Reuters reports that Cerebras is expected to delay its planned IPO due to complications with a U.S. government review of a minority investment from the UAE-based company G42. The review, conducted by the Committee on Foreign Investment in the United States (CFIUS), is focused on potential national security risks associated with G42’s involvement.
The CFIUS is investigating the stake the UAE-based Group 42 plans to take in Cerebras, assessing whether the UAE-based investment could pose national security concerns. G42 is committed to buying $335 million worth of Cerebras shares, giving it a stake exceeding 5%. The investment plan sparked the U.S. investigation due to fears of G42’s potential role in funneling AI technology to regions restricted by U.S. export laws, particularly China.

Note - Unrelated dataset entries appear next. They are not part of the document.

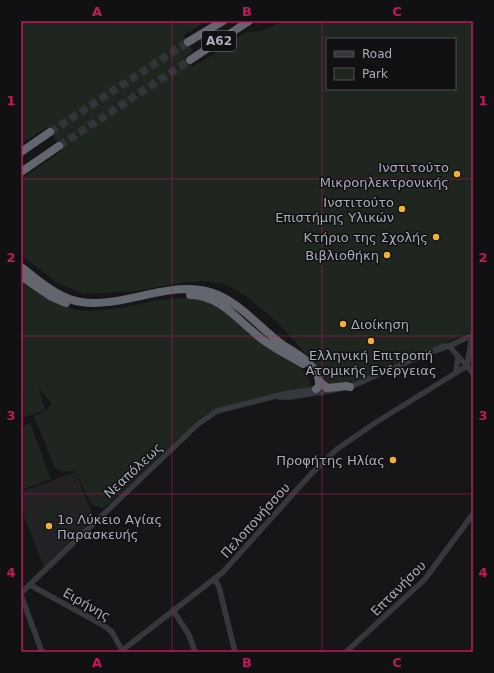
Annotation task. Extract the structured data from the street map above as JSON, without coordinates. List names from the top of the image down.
{
  "streets": {
    "highway": ["Α62"],
    "street": [
      "Νεαπόλεως",
      "Πελοπονήσσου",
      "Επτανήσου",
      "Ειρήνης"
    ]
  },
  "crossings": [
    ["Νεαπόλεως", "Ειρήνης"],
    ["Πελοπονήσσου", "Ειρήνης"]
  ],
  "places": [
    "Ινστιτούτο Μικροηλεκτρονικής",
    "Ινστιτούτο Επιστήμης Υλικών",
    "Κτήριο της Σχολής",
    "Βιβλιοθήκη",
    "Διοίκηση",
    "Ελληνική Επιτροπή Ατομικής Ενέργειας",
    "Προφήτης Ηλίας",
    "1ο Λύκειο Αγίας Παρασκευής"
  ],
  "legend": ["Road", "Park"],
  "grid": {
    "columns": ["A", "B", "C"],
    "rows": [
      "1",
      "2",
      "3",
      "4"
    ]
  }
}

G42 is Cerebras’s primary customer, and sales to the UAE-based company accounted for 83% of the AI company’s revenue in 2023. Cerebras has been collaborating with G42 to train a large Arabic language model, now available through Microsoft Azure. Also, Group 42 currently holds less than 5% of Cerebras’s Class A shares but may buy more based on the volume of its future purchases from Cerebras, the companies said earlier this month.
Cerebras hopes to receive clearance for an IPO from CFIUS by the end of this year, but the timing remains uncertain. According to Reuters, the company had scheduled its IPO roadshow for the upcoming weeks but is now likely to delay these plans. As the review process with CFIUS remains incomplete, it creates uncertainty around the company’s timeline for going public.
Going public would give Cerebras the necessary money to better compete against various rivals, including Nvidia, AMD, and Intel. While the company probably has enough finances for now, IPO delays could impact its ability to compete in the longer term as it needs to build new products.
According to Reuters, Cerebras and G42 modified their CFIUS filing to streamline the review process, clarifying that G42’s shares will be non-voting shares. The companies argued that this adjustment should exempt the transaction from a detailed CFIUS review. Despite this, the regulatory body is still evaluating the situation and has not yet approved it.
The U.S. Treasury Department, which oversees CFIUS, has stated that it would continue to take necessary steps to protect national security interests but has not commented on the specifics of the Cerebras case.